Direction downtown. Hôtel Bonaventure. Au dernier étage, un restaurant tournant me permettra de jauger mon nouveau territoire…

En traversant le hall d’entrée, je reste figé. Une superbe créature, seule, assise à une table du café bar. Seule? Impossible! L’autre doit s’être absenté quelques secondes. J’observe la table. Un verre, uniquement. Pas de doute! Elle est seule. Une telle apparition pour mon premier jour dans la cité des anges! Je ne peux pas laisser passer l’occasion. Sans même réfléchir à la manière dont j’allais l’aborder, je me dirige résolument vers elle. A quelques mètres de la table, je flaire quelque chose d’anormal. Un projecteur. Des caméras. Une scène de film! Encore quelques pas et, comme Tintin, j’allais faire irruption dans une scène de film…

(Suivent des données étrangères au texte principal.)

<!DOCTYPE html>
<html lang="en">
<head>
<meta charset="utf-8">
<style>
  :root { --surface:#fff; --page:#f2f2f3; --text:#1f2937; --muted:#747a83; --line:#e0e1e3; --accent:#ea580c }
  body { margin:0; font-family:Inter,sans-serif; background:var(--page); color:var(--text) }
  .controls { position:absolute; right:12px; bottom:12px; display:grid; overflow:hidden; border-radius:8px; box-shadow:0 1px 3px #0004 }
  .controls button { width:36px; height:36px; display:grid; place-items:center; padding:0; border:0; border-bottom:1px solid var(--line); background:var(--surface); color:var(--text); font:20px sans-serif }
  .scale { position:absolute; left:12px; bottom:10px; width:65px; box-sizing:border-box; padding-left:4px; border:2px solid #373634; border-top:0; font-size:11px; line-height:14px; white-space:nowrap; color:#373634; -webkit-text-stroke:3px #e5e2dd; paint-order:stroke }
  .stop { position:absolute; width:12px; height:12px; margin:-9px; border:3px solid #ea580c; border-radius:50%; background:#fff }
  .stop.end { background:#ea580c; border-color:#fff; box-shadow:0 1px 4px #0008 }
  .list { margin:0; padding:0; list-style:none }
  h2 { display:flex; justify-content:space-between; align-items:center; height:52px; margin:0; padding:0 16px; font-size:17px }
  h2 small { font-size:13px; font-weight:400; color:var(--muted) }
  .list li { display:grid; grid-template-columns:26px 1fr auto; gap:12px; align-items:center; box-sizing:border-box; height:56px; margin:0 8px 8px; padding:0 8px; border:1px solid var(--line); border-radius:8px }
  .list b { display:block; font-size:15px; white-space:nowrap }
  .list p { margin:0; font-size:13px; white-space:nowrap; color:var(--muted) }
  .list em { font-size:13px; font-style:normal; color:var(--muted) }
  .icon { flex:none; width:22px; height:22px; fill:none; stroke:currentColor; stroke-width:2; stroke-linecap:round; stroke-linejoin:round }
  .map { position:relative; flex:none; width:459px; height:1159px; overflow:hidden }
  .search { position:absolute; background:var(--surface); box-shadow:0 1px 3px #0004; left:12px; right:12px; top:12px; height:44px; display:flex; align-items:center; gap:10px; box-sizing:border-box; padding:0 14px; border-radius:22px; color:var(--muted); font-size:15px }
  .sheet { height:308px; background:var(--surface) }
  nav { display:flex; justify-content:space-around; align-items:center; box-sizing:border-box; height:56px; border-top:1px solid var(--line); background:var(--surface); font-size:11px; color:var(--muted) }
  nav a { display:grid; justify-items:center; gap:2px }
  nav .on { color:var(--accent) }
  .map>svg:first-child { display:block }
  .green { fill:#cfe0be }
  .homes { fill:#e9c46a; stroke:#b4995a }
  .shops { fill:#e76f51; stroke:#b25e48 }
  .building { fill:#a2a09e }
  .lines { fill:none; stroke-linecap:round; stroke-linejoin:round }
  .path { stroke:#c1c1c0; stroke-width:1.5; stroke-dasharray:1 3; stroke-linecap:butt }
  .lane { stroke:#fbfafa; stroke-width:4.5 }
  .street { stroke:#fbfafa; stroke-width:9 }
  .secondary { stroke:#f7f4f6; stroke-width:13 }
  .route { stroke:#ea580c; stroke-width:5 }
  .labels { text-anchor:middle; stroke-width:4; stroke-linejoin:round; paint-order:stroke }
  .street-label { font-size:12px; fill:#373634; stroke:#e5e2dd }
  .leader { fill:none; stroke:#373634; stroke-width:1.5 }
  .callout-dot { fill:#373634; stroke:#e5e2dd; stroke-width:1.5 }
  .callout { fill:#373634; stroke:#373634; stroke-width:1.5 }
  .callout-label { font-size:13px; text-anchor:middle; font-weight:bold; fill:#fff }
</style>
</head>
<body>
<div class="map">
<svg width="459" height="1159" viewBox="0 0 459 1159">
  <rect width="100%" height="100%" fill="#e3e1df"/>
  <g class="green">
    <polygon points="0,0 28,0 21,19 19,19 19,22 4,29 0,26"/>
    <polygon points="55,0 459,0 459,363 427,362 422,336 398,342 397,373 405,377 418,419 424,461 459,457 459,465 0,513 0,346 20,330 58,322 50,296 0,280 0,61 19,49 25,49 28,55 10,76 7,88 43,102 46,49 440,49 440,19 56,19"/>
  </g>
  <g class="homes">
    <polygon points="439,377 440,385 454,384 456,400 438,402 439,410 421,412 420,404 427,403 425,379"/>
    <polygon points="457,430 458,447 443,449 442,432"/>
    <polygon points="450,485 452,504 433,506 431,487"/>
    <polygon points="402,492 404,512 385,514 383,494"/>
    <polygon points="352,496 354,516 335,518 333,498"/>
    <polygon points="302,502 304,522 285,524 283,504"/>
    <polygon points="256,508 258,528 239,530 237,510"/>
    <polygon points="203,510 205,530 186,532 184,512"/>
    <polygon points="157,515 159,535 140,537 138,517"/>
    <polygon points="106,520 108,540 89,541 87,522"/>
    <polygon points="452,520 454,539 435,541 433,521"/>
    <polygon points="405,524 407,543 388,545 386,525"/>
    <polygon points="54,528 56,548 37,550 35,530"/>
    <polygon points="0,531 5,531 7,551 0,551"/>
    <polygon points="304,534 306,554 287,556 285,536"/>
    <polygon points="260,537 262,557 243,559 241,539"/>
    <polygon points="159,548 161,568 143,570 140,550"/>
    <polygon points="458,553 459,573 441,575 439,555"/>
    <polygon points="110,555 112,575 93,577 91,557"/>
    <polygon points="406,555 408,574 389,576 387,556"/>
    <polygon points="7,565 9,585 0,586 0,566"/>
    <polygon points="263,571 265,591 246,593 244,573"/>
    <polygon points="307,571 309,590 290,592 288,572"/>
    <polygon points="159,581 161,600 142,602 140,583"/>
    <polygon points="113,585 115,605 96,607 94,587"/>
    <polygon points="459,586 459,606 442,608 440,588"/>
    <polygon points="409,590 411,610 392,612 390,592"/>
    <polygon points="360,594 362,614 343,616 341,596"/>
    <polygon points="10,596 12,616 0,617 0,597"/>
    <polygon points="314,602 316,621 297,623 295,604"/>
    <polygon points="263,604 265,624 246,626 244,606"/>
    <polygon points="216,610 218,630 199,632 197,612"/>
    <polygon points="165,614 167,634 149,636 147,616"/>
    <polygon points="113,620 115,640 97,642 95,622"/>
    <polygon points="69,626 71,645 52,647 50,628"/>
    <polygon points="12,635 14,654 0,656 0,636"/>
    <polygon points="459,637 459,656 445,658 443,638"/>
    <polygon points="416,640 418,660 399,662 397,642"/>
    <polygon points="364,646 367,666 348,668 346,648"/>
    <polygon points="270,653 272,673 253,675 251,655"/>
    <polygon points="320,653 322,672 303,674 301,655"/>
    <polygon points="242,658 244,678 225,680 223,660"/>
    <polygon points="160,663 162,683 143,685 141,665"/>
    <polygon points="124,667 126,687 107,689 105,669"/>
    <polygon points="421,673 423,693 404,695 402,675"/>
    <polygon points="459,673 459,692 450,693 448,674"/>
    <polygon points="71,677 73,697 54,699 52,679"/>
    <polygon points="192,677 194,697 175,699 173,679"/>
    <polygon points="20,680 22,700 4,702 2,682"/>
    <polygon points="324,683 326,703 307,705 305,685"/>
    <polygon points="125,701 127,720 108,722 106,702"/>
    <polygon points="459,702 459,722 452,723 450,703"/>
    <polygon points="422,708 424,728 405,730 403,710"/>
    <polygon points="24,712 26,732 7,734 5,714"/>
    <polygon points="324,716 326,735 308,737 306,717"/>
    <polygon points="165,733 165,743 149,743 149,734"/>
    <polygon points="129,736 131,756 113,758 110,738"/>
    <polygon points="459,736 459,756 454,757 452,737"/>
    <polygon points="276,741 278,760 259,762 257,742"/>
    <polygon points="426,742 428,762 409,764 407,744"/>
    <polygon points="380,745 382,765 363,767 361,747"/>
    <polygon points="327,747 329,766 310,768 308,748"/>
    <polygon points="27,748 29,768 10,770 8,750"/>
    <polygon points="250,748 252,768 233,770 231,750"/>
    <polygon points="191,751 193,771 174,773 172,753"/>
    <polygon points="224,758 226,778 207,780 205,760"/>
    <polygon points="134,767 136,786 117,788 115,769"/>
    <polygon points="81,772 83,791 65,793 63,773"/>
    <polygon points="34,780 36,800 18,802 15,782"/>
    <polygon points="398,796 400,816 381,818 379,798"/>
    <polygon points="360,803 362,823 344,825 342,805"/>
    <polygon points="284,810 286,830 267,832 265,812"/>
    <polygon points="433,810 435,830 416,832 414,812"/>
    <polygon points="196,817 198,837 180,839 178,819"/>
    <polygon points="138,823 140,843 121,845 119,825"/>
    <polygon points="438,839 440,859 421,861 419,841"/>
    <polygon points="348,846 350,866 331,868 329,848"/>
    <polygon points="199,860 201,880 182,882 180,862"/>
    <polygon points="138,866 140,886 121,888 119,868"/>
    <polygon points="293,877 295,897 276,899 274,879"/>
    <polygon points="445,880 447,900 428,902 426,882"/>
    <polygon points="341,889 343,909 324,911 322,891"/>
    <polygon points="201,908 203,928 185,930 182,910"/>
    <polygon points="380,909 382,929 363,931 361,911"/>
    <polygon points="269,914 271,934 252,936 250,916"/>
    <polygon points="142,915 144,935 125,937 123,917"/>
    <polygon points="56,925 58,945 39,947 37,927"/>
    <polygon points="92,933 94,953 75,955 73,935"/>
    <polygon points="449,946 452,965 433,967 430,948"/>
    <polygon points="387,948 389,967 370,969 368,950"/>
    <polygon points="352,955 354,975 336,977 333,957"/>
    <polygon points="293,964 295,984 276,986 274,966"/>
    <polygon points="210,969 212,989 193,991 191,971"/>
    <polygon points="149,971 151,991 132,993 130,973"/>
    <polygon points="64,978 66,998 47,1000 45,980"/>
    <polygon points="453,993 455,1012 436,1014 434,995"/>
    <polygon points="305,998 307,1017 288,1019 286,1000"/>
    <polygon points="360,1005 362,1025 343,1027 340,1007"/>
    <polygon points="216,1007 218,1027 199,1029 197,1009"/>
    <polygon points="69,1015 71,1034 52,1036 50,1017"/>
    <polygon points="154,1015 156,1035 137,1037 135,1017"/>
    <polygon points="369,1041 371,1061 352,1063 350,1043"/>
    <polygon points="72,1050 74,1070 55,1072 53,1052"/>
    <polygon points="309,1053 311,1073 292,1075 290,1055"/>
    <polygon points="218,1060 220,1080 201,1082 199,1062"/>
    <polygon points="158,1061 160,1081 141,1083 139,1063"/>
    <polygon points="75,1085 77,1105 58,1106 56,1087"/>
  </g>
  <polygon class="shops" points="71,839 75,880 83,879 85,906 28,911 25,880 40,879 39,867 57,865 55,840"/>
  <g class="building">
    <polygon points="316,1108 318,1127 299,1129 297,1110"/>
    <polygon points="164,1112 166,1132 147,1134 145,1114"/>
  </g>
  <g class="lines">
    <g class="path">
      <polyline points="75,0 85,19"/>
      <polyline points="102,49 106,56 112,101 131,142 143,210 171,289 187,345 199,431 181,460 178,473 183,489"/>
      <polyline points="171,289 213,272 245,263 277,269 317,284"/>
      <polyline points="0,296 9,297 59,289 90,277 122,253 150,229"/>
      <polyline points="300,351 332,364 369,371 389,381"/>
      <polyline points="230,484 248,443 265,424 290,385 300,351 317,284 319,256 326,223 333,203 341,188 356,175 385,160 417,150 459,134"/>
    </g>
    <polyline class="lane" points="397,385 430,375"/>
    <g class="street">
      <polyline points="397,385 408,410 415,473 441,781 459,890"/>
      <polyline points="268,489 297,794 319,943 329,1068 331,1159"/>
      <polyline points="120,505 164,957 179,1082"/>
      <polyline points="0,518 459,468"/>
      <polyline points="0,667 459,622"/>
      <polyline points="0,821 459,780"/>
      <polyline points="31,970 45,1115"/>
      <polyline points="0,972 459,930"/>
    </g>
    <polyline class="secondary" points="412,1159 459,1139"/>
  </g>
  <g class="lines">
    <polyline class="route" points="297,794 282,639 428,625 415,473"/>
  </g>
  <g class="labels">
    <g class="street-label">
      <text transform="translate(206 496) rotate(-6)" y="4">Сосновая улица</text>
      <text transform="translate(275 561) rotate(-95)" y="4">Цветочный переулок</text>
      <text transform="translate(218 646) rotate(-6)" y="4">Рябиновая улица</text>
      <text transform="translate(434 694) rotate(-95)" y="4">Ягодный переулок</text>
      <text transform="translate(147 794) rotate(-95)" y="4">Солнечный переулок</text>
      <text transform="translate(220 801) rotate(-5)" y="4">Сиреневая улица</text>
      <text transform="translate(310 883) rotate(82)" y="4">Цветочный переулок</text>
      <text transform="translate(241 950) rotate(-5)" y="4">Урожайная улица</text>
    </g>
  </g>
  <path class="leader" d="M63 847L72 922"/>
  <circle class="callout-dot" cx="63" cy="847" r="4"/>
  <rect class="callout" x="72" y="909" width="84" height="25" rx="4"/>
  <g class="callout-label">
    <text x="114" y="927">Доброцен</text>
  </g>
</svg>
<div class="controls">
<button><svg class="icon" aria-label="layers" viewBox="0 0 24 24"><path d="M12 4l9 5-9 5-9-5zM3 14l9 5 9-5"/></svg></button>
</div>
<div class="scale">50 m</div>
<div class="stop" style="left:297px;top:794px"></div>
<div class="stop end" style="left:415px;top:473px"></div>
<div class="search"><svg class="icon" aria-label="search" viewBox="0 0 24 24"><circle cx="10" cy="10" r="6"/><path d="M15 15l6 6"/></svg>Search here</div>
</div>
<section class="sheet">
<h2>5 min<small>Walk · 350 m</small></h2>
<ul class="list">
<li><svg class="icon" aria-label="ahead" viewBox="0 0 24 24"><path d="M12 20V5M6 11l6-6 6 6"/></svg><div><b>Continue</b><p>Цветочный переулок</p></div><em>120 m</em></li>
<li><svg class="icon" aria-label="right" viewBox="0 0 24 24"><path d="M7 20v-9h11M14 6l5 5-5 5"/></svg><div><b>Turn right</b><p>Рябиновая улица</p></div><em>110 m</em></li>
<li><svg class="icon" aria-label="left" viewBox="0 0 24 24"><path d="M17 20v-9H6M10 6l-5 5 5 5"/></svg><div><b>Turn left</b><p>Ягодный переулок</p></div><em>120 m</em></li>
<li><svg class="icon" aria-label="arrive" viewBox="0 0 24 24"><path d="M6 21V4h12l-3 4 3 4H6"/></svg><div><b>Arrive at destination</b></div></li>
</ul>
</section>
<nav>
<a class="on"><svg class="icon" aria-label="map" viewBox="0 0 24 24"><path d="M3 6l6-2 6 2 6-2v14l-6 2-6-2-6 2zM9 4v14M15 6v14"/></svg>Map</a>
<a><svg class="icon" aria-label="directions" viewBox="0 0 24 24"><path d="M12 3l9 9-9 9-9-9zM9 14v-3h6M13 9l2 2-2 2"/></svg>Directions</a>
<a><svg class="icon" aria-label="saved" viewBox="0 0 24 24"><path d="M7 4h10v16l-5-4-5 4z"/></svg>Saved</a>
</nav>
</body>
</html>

Alors je reconnais la femme: c’est Ornella Muti. Je le savais! Une telle beauté seule à une table de café, dans la vraie vie, ce n’est pas possible. Au cinéma non plus, d’ailleurs. Le serveur lui apporte un téléphone. Elle parle avec un sourire enchanteur et des yeux qui s’illuminent. Et puis, rapidement, comme si le temps n’existait plus, il arrive. Il peut bien s’appeler Klaus Kinski, je le trouve vieux, moche, peu apte à faire se pâmer d’amour Ornella Muti. Erreur de casting! Sincèrement, j’aurais mieux fait l’affaire. Il s’assied. Elle le regarde langoureusement. Ils s’embrassent longuement. Et la scène s’arrête…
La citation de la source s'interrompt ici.